PMMI1: Polymethylmethacrylimide copolymer from Evonik ( fleximide® 8803) with a softening temperature of 130° C. (VST/B 50; ISO 306:2013). Acid value: 22.5 mg KOH/g, measured according to DIN 53240-1:2013-06. Proportion of MMI (methylmethacrylimide): 36.8 wt%, proportion of MMA (methyl methacrylate): 51.7 wt%, proportion of MMS (methylmethacrylic acid) + MMAH (methylmethacrylic anhydride): 11.5 weight %, based on the total weight of PMMI in each case, determined by quantitative ¹ H-NMR spectroscopy.

PMMI2: Polymethylmethacrylimide copolymer (Pleximide® TT50) from Evonik with a softening temperature of 150°C (VST/B 50; ISO 306:2013). Acid value: 22.5 mg KOH/g, measured according to DIN 53240-1:2013-06. Ratio of MMI: 83.1% by weight, ratio of MMA: 13.6% by weight, ratio of MMS + MMAH: 3.3% by weight, based on the total weight of PMMI in each case, measured by quantitative ¹ H NMR spectroscopy.

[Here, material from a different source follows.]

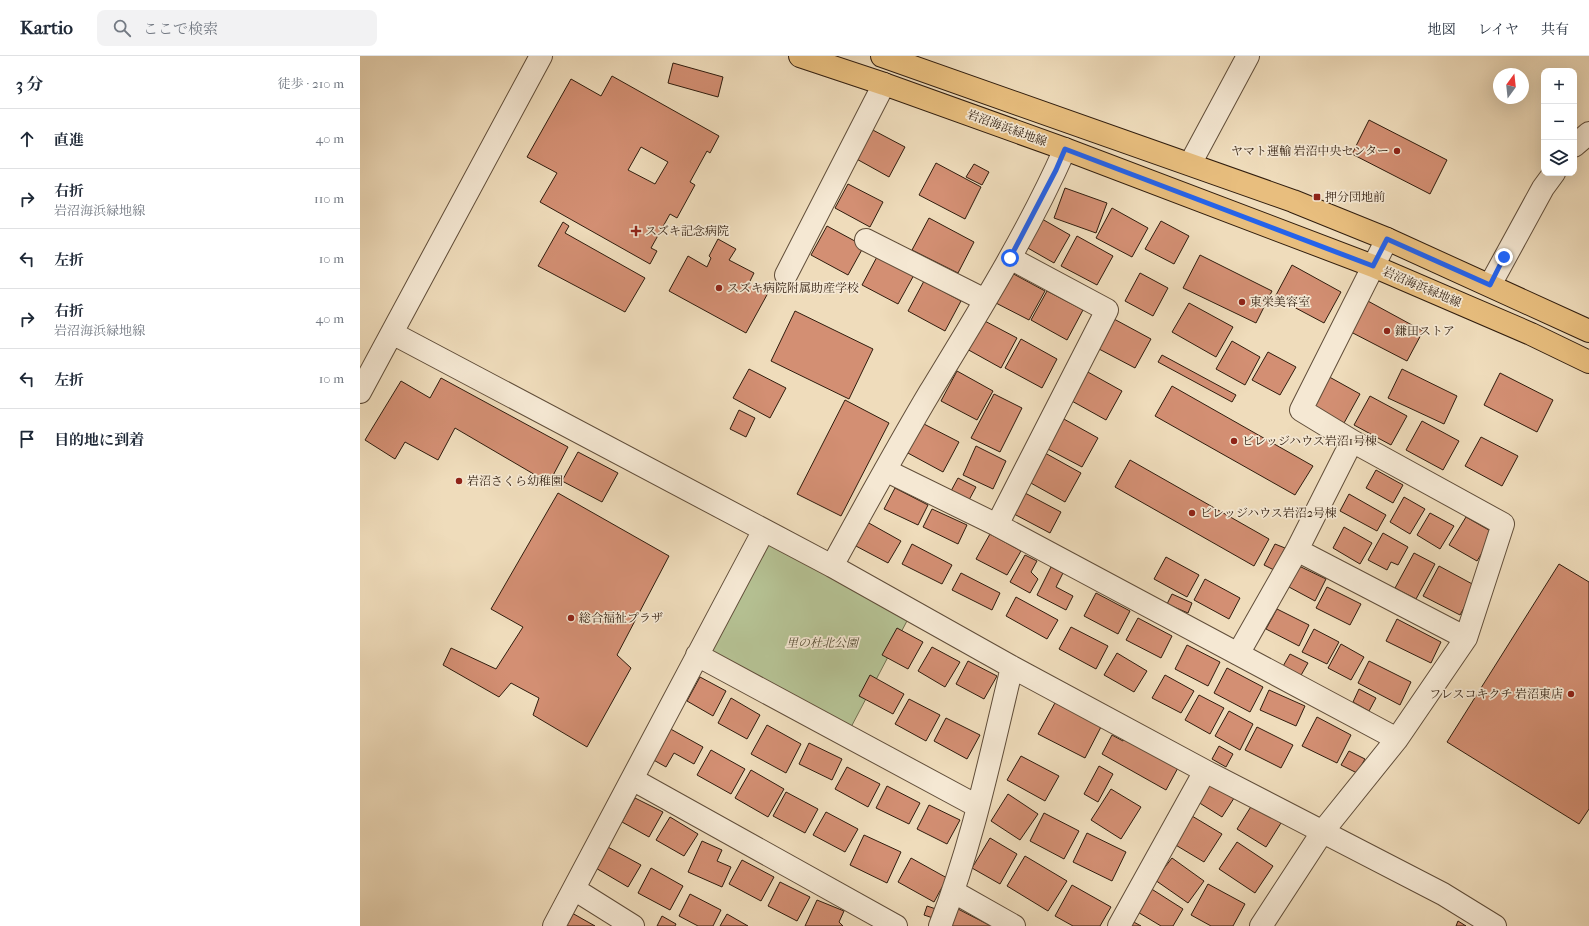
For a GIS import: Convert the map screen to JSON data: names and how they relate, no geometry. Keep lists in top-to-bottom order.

PMMI3: Polymethylmethacrylimide copolymer (Pleximide® TT70) from Evonik with a softening temperature of 170°C (VST/B 50; ISO 306:2013). Acid value: 41.5 mg KOH/g, measured according to DIN 53240-1:2013-06. Ratio of MMI: 94.8% by weight, Ratio of MMA: 4.6% by weight, Ratio of MMS + MMAH: 0.6% by weight, based on the total weight of PMMI in each case, determined by quantitative ¹ H NMR spectroscopy.

Stab1: M _w = 6301 g/mol, M _n = 1159 g/mol with an average molecular weight (gel permeation chromatography in ortho-dichlorobenzene at 150°C under polystyrene correction), acid value of 52.6 mg KOH/g (test Maleic anhydride-modified ethylene-propylene-1-octene terpolymer wax from Mitsui Chemical America, Inc. with method JIS K0070 (ethene:propene:1-octene) Weight ratio 87:6:7) (High Wax ^TM 1105A). Maleic anhydride content: 4.4% by weight, based on the total weight of the terpolymer.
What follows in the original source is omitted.